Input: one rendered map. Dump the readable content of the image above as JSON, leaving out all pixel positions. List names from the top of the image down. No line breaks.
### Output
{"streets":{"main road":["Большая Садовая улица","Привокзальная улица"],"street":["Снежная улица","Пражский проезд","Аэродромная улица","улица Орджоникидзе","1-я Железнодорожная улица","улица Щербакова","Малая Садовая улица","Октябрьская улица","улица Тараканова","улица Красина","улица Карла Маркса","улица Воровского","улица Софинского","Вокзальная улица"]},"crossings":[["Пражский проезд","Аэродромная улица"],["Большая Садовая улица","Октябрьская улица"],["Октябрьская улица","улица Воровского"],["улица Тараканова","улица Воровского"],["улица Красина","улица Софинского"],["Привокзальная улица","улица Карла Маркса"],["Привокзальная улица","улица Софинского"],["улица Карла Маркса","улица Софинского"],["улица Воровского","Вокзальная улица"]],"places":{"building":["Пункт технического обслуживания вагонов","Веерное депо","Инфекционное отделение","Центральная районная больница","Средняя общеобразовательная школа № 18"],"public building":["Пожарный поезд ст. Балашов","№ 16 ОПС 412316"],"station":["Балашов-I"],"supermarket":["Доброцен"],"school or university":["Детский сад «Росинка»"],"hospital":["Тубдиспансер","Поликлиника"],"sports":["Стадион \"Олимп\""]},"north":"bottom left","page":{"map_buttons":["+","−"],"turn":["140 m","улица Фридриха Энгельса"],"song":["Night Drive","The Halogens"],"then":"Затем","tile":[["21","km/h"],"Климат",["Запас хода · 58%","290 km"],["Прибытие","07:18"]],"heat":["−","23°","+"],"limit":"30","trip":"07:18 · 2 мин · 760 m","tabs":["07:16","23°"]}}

* _DESCRIPTION OF THE TASK_
Each line in the listing needs to be copied exactly.

* _ANSWER TO THIS EXERCISE_
Input: one rendered map. Dump the readable content of the image above as JSON, leaving out all pixel positions. List names from the top of the image down. No line breaks.
### Output
{"streets":{"main road":["Большая Садовая улица","Привокзальная улица"],"street":["Снежная улица","Пражский проезд","Аэродромная улица","улица Орджоникидзе","1-я Железнодорожная улица","улица Щербакова","Малая Садовая улица","Октябрьская улица","улица Тараканова","улица Красина","улица Карла Маркса","улица Воровского","улица Софинского","Вокзальная улица"]},"crossings":[["Пражский проезд","Аэродромная улица"],["Большая Садовая улица","Октябрьская улица"],["Октябрьская улица","улица Воровского"],["улица Тараканова","улица Воровского"],["улица Красина","улица Софинского"],["Привокзальная улица","улица Карла Маркса"],["Привокзальная улица","улица Софинского"],["улица Карла Маркса","улица Софинского"],["улица Воровского","Вокзальная улица"]],"places":{"building":["Пункт технического обслуживания вагонов","Веерное депо","Инфекционное отделение","Центральная районная больница","Средняя общеобразовательная школа № 18"],"public building":["Пожарный поезд ст. Балашов","№ 16 ОПС 412316"],"station":["Балашов-I"],"supermarket":["Доброцен"],"school or university":["Детский сад «Росинка»"],"hospital":["Тубдиспансер","Поликлиника"],"sports":["Стадион \"Олимп\""]},"north":"bottom left","page":{"map_buttons":["+","−"],"turn":["140 m","улица Фридриха Энгельса"],"song":["Night Drive","The Halogens"],"then":"Затем","tile":[["21","km/h"],"Климат",["Запас хода · 58%","290 km"],["Прибытие","07:18"]],"heat":["−","23°","+"],"limit":"30","trip":"07:18 · 2 мин · 760 m","tabs":["07:16","23°"]}}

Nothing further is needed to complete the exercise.